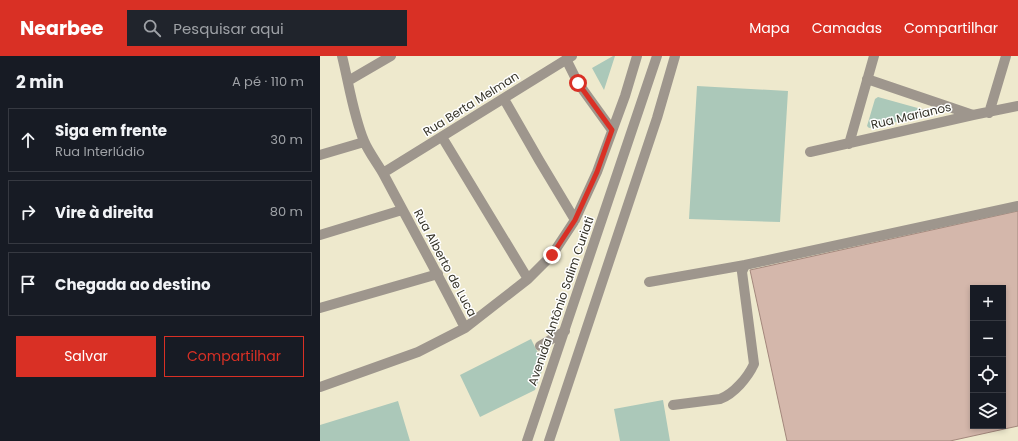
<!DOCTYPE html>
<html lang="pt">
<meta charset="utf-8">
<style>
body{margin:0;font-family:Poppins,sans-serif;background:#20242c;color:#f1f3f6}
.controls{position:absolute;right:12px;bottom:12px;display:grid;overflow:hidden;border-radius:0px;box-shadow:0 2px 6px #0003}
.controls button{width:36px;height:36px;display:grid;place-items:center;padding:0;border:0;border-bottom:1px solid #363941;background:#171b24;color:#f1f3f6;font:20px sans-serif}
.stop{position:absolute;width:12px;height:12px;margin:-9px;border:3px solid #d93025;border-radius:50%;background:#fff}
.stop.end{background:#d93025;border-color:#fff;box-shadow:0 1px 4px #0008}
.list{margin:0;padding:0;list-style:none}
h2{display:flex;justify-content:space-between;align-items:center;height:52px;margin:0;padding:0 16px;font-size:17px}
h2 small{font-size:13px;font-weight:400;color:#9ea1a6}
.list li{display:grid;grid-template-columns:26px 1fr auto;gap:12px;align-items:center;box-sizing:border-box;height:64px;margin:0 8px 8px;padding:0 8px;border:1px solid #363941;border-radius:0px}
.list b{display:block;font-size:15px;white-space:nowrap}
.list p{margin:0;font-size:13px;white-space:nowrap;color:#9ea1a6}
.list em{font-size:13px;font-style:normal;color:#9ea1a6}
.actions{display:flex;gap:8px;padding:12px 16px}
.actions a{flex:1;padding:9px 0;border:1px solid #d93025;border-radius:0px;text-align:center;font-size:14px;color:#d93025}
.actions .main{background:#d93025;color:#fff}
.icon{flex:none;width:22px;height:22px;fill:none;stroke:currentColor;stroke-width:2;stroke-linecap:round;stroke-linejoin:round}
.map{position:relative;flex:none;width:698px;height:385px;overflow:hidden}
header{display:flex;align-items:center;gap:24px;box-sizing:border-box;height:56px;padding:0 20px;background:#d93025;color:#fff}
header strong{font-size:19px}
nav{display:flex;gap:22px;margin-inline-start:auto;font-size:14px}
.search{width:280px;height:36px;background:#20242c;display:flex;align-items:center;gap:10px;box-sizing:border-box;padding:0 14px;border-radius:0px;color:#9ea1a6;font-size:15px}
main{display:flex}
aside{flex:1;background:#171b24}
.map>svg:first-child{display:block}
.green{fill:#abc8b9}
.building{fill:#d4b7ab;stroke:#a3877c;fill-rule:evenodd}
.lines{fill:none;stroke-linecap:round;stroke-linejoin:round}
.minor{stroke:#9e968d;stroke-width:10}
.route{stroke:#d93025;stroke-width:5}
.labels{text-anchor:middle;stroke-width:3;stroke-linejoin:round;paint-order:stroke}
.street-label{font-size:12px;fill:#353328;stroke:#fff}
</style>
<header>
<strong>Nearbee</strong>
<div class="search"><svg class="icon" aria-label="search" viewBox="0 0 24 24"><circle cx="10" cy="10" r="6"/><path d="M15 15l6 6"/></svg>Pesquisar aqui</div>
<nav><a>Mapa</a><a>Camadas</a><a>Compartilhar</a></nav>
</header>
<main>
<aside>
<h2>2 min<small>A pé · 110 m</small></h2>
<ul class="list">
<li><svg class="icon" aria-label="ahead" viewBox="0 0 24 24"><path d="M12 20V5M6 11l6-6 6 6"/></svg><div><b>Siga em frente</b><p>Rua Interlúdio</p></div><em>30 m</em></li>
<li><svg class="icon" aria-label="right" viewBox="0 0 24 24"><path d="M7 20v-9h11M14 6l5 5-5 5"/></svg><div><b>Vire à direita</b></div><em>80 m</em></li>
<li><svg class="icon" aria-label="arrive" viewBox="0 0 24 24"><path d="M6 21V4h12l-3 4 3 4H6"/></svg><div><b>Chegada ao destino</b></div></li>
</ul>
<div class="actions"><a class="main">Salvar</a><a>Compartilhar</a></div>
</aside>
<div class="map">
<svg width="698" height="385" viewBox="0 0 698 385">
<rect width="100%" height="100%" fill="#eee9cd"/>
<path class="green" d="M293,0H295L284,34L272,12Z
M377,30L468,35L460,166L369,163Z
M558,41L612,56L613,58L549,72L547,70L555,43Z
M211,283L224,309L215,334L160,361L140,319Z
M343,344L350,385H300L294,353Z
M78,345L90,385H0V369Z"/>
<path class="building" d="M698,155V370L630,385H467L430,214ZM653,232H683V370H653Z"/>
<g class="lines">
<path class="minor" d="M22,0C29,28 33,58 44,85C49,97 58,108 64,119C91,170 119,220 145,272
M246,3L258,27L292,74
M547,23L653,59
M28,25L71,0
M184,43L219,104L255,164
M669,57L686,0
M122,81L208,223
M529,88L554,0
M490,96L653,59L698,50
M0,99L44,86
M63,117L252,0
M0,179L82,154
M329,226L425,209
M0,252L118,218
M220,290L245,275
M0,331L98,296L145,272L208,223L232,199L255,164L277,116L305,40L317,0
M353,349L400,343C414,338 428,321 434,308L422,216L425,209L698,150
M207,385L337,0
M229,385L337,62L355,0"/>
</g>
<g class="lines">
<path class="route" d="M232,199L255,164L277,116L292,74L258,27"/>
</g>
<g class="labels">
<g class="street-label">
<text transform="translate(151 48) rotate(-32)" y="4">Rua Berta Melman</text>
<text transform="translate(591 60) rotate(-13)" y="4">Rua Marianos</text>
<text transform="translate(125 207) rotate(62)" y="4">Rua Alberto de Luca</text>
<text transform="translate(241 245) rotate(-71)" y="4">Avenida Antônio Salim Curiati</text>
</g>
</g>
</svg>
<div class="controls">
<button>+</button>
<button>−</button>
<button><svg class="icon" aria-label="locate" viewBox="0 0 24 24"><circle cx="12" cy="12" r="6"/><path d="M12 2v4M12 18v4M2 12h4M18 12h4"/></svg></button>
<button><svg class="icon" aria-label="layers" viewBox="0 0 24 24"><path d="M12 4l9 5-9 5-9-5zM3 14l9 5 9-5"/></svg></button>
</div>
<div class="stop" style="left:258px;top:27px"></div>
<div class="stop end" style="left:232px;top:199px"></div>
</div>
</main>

....

--- Problem description ---
Each line of the listing that contains the word "nowrap" must be counted. Give only the resulting figure.

--- Expected output ---
2